(Stored data entries)
____________
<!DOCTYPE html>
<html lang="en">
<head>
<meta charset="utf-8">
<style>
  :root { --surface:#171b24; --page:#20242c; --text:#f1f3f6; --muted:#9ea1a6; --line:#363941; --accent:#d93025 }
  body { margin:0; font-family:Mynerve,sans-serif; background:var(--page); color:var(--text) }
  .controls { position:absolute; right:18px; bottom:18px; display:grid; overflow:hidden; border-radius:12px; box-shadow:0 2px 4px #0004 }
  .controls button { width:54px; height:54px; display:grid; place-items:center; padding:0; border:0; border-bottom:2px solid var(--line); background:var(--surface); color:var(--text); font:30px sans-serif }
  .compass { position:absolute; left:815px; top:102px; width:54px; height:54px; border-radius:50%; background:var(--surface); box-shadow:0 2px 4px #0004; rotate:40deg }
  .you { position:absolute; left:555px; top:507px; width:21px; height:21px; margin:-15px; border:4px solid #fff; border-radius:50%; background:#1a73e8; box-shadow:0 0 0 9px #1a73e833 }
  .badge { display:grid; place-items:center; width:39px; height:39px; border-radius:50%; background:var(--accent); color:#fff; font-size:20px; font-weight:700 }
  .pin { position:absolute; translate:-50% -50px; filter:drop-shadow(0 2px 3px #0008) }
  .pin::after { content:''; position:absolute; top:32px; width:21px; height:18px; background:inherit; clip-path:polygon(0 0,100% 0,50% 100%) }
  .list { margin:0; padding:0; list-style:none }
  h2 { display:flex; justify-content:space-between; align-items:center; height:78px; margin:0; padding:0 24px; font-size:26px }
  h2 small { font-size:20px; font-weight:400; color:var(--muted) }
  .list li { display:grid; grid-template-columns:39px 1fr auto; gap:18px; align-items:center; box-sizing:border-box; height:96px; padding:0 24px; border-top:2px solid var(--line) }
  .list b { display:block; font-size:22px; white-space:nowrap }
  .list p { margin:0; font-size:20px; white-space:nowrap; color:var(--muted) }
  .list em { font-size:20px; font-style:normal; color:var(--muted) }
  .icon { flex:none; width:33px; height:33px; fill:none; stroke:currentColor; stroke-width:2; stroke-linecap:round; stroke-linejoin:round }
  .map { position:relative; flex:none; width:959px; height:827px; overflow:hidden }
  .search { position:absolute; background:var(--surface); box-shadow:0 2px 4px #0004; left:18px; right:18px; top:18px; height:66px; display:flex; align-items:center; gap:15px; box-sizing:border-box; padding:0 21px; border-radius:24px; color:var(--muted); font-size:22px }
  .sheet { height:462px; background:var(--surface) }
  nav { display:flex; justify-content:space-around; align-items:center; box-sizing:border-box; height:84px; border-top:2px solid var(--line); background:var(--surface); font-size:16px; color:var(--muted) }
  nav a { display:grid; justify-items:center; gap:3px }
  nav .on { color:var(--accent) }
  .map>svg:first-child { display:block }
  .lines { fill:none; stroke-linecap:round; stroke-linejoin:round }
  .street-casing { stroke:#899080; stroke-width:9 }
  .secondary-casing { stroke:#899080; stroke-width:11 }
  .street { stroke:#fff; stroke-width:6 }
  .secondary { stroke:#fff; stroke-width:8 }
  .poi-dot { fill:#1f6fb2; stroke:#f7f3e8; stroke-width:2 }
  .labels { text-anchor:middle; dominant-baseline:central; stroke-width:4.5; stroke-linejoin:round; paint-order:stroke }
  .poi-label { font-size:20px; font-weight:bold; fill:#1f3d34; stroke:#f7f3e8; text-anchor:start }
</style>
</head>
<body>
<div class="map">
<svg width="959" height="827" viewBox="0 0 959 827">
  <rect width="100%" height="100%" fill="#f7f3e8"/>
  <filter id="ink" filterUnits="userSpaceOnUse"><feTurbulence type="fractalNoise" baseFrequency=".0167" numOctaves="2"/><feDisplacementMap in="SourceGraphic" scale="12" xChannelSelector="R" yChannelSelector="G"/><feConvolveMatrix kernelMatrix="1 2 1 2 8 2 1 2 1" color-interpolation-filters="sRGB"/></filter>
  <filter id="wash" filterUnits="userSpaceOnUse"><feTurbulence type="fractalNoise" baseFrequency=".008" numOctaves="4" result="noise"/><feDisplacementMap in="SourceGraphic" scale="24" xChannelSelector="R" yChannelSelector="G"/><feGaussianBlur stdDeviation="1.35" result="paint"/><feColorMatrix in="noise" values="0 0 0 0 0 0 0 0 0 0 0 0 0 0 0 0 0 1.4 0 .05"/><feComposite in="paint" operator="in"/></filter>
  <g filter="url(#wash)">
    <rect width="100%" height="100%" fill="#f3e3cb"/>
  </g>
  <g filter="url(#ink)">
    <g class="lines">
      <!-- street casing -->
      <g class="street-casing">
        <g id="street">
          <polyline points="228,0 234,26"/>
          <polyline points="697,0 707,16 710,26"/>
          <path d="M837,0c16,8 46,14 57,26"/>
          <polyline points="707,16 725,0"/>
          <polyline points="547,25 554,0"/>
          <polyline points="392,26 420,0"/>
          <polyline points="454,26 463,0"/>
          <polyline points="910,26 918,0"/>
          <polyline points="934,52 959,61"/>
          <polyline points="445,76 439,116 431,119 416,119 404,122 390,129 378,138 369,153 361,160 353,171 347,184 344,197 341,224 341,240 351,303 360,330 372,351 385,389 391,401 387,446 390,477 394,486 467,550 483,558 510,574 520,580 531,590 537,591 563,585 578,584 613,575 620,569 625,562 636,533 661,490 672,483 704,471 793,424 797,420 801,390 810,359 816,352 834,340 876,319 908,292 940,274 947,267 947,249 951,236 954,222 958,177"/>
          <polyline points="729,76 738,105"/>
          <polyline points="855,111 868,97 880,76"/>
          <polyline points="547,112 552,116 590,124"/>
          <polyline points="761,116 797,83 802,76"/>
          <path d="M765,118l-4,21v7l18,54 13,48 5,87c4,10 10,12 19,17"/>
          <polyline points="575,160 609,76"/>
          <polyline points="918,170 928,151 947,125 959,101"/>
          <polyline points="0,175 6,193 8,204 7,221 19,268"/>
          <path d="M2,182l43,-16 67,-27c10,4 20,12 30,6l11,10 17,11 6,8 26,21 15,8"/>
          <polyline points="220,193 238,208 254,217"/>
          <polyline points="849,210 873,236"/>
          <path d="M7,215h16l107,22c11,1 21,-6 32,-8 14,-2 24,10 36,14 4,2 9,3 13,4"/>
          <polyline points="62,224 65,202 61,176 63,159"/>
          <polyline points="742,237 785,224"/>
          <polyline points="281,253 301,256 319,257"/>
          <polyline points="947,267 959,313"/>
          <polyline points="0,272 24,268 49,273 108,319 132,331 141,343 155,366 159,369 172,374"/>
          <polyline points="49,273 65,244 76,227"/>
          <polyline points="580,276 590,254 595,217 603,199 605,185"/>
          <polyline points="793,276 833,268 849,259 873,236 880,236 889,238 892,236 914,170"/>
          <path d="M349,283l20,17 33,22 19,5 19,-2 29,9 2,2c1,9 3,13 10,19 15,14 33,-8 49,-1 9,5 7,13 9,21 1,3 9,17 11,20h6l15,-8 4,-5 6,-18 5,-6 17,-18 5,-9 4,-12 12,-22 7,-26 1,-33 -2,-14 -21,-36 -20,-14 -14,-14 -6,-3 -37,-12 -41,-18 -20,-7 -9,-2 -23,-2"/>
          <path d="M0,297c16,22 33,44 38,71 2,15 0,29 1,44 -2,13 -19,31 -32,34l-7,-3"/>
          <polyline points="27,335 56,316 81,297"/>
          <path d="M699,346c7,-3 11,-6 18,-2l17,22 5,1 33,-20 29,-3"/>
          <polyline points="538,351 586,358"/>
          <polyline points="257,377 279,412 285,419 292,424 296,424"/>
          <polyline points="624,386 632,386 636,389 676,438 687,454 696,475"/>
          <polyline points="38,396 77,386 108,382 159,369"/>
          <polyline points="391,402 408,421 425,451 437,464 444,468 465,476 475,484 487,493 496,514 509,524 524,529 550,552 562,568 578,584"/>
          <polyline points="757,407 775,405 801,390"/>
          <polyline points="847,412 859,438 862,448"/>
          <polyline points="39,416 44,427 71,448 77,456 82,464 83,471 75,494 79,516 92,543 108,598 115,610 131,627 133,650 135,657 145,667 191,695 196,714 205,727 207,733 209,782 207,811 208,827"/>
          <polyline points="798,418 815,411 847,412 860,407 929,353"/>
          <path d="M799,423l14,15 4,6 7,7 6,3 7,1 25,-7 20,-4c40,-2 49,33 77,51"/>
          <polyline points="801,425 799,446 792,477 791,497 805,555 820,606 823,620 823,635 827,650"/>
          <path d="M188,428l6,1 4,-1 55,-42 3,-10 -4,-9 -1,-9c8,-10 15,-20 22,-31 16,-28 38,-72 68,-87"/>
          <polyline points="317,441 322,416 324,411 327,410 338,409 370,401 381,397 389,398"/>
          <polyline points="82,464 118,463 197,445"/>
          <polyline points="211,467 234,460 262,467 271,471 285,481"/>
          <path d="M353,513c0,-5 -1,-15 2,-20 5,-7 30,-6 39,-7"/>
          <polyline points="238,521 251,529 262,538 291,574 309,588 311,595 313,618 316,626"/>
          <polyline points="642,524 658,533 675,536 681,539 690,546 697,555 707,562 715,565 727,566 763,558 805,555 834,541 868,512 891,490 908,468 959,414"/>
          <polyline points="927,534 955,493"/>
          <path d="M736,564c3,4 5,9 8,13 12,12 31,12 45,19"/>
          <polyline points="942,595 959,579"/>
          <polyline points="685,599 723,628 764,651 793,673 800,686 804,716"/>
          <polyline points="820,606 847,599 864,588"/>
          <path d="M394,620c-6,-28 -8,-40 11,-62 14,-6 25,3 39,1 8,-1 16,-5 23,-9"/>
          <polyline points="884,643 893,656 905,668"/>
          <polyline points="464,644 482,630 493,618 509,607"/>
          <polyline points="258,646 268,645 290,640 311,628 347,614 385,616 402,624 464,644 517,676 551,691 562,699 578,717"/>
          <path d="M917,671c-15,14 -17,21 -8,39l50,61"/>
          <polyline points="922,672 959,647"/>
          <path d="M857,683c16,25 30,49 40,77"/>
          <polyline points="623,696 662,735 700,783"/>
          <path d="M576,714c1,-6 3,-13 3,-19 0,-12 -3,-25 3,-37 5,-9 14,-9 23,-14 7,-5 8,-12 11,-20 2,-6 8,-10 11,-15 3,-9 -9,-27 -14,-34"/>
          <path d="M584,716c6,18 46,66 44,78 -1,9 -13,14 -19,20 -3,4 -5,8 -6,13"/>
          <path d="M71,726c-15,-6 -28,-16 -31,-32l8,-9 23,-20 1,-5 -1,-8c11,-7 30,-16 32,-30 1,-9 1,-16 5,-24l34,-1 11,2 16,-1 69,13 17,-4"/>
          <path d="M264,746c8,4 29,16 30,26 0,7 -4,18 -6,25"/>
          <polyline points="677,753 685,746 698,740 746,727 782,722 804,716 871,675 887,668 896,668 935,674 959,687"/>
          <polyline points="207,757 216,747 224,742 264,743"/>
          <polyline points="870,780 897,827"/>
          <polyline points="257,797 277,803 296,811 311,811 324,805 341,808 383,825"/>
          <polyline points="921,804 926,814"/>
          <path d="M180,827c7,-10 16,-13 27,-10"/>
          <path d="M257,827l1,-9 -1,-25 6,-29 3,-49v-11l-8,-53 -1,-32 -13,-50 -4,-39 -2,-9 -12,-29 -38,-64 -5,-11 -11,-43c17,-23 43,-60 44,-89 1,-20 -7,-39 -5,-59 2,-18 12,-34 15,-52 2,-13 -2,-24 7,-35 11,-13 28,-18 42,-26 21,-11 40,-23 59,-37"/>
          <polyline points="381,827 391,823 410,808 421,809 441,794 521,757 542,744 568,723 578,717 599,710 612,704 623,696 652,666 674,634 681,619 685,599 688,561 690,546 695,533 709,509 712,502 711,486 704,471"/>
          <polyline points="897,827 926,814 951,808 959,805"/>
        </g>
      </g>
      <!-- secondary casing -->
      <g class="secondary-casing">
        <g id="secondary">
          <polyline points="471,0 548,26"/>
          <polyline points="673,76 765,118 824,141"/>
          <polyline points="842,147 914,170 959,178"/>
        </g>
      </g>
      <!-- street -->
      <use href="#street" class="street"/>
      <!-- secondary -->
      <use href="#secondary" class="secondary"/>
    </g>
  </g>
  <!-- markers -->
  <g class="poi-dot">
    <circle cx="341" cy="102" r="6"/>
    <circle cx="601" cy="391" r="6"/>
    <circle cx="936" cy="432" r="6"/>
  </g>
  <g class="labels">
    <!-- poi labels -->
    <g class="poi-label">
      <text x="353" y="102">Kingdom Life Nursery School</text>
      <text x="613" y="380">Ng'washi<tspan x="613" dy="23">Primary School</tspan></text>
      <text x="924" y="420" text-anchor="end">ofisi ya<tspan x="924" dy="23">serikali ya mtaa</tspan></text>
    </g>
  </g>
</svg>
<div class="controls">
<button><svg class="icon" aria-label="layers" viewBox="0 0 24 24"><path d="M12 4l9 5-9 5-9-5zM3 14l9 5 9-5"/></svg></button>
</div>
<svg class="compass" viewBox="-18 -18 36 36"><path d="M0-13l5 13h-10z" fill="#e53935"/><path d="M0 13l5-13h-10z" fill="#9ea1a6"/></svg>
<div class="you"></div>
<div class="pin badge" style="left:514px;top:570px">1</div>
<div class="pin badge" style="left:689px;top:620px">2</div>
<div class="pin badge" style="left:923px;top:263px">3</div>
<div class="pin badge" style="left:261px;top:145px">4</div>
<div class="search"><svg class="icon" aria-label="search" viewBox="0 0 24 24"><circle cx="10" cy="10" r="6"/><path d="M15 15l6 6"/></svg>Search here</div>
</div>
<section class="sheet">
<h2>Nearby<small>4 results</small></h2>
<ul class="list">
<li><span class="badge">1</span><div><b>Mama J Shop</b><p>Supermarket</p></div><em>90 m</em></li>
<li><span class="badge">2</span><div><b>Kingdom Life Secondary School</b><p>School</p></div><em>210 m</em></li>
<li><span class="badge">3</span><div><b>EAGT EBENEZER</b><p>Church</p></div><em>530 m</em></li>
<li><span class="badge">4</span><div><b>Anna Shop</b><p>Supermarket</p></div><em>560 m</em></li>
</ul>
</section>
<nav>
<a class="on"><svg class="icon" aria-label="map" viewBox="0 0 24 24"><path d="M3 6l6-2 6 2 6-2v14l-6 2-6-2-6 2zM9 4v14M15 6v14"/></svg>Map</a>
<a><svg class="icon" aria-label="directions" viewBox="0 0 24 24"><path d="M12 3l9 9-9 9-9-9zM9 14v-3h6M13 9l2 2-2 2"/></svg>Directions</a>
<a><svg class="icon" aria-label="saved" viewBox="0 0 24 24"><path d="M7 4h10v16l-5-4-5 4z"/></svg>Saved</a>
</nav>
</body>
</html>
____________
- [Your goal]:
Every line of the records above where the string "linecap" is found should be copied.

- [Result below]:
  .icon { flex:none; width:33px; height:33px; fill:none; stroke:currentColor; stroke-width:2; stroke-linecap:round; stroke-linejoin:round }
  .lines { fill:none; stroke-linecap:round; stroke-linejoin:round }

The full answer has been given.